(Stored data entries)
——————————

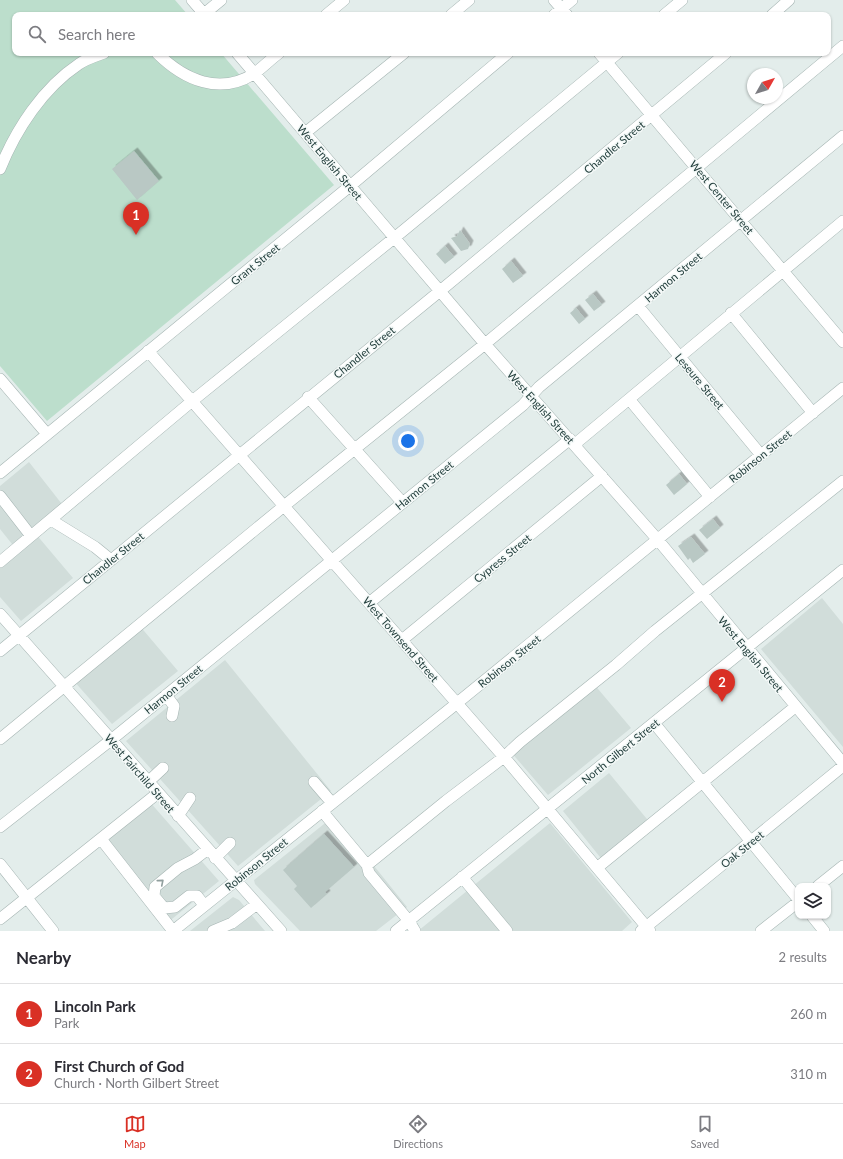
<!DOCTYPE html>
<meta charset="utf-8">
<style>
body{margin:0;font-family:Lato,sans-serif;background:#f7f7f7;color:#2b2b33}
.controls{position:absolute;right:12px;bottom:12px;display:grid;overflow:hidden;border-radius:8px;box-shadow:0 1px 3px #0004}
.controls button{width:36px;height:36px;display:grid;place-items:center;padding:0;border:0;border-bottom:1px solid #e1e1e2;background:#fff;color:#2b2b33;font:20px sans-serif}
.compass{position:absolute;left:747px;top:68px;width:36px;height:36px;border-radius:50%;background:#fff;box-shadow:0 1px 3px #0004;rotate:51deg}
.you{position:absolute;left:408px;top:441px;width:14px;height:14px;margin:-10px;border:3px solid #fff;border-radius:50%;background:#1a73e8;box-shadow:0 0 0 6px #1a73e833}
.badge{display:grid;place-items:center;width:26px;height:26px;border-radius:50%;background:#d93025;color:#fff;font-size:13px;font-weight:700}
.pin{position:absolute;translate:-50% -33px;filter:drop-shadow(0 1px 2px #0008)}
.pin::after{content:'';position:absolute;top:21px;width:14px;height:12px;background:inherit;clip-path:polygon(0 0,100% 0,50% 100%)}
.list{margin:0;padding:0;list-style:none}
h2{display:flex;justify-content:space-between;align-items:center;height:52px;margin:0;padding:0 16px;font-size:17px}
h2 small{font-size:13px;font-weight:400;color:#7c7c81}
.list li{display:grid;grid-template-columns:26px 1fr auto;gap:12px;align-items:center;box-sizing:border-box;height:60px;padding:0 16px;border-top:1px solid #e1e1e2}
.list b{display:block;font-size:15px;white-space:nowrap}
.list p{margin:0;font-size:13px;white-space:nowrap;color:#7c7c81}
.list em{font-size:13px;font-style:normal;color:#7c7c81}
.icon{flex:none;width:22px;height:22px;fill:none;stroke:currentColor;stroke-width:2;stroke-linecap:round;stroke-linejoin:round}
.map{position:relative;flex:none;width:843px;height:931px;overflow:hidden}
.search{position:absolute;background:#fff;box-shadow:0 1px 3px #0004;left:12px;right:12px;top:12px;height:44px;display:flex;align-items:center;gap:10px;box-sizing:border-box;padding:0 14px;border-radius:8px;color:#7c7c81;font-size:15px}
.sheet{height:172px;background:#fff}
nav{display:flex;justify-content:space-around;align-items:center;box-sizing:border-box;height:56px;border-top:1px solid #e1e1e2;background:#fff;font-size:11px;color:#7c7c81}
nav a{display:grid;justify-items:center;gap:2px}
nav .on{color:#d93025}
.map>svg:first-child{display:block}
.built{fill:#d1ddda}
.green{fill:#bcdecc}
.building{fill:#b9c8c4;filter:url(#shadow)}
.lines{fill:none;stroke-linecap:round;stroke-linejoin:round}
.minor-casing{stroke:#a6b5b3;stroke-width:12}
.minor{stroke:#fff;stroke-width:11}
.oneway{stroke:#919f9e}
.labels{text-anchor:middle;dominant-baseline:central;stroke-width:3;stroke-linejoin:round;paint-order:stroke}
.street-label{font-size:11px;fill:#233f3d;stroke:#f4f9f8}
</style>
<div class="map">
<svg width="843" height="931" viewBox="0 0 843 931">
<defs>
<filter id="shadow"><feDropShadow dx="3.5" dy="-3.5" stdDeviation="0" flood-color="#0004"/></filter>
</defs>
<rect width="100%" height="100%" fill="#e3edeb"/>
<!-- built -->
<path class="built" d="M29,462L65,508L35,533L73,578L21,621L0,597V562L16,549L0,529V486Z
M822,598L843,624V747L761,649Z
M139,625L178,671L112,724L73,680Z
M225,660L331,791L238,866L126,741Z
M593,683L631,728L548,795L510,751Z
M609,773L651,824L604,862L563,811Z
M149,801L219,881L167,923L101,839Z
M334,816L407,907L376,931H300L255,884L254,880Z
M550,823L632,922L622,931H418Z
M233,897L239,900L265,931H190Z"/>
<!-- green -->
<path class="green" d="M0,0H175L188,15H15V53H221L334,185L47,421L0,366Z"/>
<!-- building -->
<path class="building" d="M134,151L159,181L137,200L112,169Z
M460,230L470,244L468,249L461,251L451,238L457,236Z
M445,246L454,257L445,264L436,254Z
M511,261L523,276L513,283L502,269Z
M593,294L602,305L594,311L585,300Z
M576,308L585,319L579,324L570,313Z
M679,474L687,484L674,495L666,485Z
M713,519L720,528L707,539L699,530Z
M691,537L705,554L693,563L690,558L688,560L678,546Z
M324,834L354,867L325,892L327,894L311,908L294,889L297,886L283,870Z"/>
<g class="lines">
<defs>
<path id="minor" d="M192,0L205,15
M554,0L567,15
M204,14L221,0
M326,15L344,0
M451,15L469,0
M554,15L572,0
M664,15L682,0
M772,15L789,0
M157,53C184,80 220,96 255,73C263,67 271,59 279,53
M237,53L485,344L658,540L843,763
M599,53L843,342
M305,133L404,53
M0,169C16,129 43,88 79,64C86,59 96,56 104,53
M638,306L761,455
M731,313L813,413
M148,351L504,757L650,931
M0,379L47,434
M308,397L402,502
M629,399L710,497
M575,444L843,221
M0,473L350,186L508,53
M0,496L31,536
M51,520L95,547L111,560
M0,562L191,402L404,230L618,53
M369,603L570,439
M0,614L281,931
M402,640L602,476
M0,651L440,291L726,53
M166,695L174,706L172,716
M654,723L798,899
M0,739L284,506L485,344L843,46
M148,782L163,768
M314,782L332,803
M322,811L367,865L369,873L409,921L415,931
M178,816L190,798
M0,827L111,740L523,405L539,387L843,136
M101,839L173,931
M215,858L230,843
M0,864L53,931
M367,865L446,801L504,757L520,742L616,665L655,631L843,481
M598,867L795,707
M462,877L507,931
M818,886L843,866
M204,905L197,896H189L175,907L164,908L154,896L155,887L178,868L195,859L208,849
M812,916L824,931
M0,919L158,793
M173,931L451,708L843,388
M213,931L232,923L257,904
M396,931L843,570
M641,931L843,766
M761,931L798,902"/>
</defs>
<!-- minor casing -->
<use href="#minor" class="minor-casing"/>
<!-- minor -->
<use href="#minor" class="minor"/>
</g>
<!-- one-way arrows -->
<defs><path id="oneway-chevron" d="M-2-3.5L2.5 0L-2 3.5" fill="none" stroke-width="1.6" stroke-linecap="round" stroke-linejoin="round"/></defs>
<use class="oneway" href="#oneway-chevron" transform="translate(161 882) rotate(-40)"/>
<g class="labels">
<!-- street labels -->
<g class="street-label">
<text transform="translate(614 147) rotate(-40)">Chandler Street</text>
<text transform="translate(330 162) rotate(50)">West English Street</text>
<text transform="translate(722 197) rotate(50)">West Center Street</text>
<text transform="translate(255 264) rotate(-39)">Grant Street</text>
<text transform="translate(673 277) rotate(-40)">Harmon Street</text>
<text transform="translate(364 352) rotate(-39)">Chandler Street</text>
<text transform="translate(700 381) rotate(50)">Leseure Street</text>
<text transform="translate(541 407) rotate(48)">West English Street</text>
<text transform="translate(760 456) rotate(-39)">Robinson Street</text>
<text transform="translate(424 485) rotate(-39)">Harmon Street</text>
<text transform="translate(113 558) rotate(-39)">Chandler Street</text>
<text transform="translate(502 558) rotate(-39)">Cypress Street</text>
<text transform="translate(401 639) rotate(49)">West Townsend Street</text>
<text transform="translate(751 654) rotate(50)">West English Street</text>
<text transform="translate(509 661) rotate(-39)">Robinson Street</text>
<text transform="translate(173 689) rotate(-39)">Harmon Street</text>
<text transform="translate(620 751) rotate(-39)">North Gilbert Street</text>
<text transform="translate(140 773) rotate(49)">West Fairchild Street</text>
<text transform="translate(742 849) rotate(-39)">Oak Street</text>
<text transform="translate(256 864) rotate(-39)">Robinson Street</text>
</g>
</g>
</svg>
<div class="controls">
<button><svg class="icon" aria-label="layers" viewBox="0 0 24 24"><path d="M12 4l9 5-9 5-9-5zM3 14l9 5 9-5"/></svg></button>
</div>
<svg class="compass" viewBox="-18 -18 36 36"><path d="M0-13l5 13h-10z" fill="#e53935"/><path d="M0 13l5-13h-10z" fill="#7c7c81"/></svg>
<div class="you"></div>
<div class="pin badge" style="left:136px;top:235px">1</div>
<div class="pin badge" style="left:722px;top:702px">2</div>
<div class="search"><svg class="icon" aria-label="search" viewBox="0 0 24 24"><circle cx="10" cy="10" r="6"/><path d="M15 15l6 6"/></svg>Search here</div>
</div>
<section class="sheet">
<h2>Nearby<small>2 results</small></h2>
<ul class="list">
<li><span class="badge">1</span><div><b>Lincoln Park</b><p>Park</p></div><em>260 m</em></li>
<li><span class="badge">2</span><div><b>First Church of God</b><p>Church · North Gilbert Street</p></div><em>310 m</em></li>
</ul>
</section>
<nav>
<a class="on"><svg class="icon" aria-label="map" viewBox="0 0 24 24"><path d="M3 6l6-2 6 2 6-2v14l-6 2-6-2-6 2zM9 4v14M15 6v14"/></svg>Map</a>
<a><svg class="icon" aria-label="directions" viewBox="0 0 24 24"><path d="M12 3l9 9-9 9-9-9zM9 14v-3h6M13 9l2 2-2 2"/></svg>Directions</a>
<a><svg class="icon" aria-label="saved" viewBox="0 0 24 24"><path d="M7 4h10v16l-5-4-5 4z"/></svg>Saved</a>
</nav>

——————————

PROBLEM REQUIREMENTS: The expected output is every line of the records in which the string "bottom" appears.

ANSWER SPACE:
.controls{position:absolute;right:12px;bottom:12px;display:grid;overflow:hidden;border-radius:8px;box-shadow:0 1px 3px #0004}
.controls button{width:36px;height:36px;display:grid;place-items:center;padding:0;border:0;border-bottom:1px solid #e1e1e2;background:#fff;color:#2b2b33;font:20px sans-serif}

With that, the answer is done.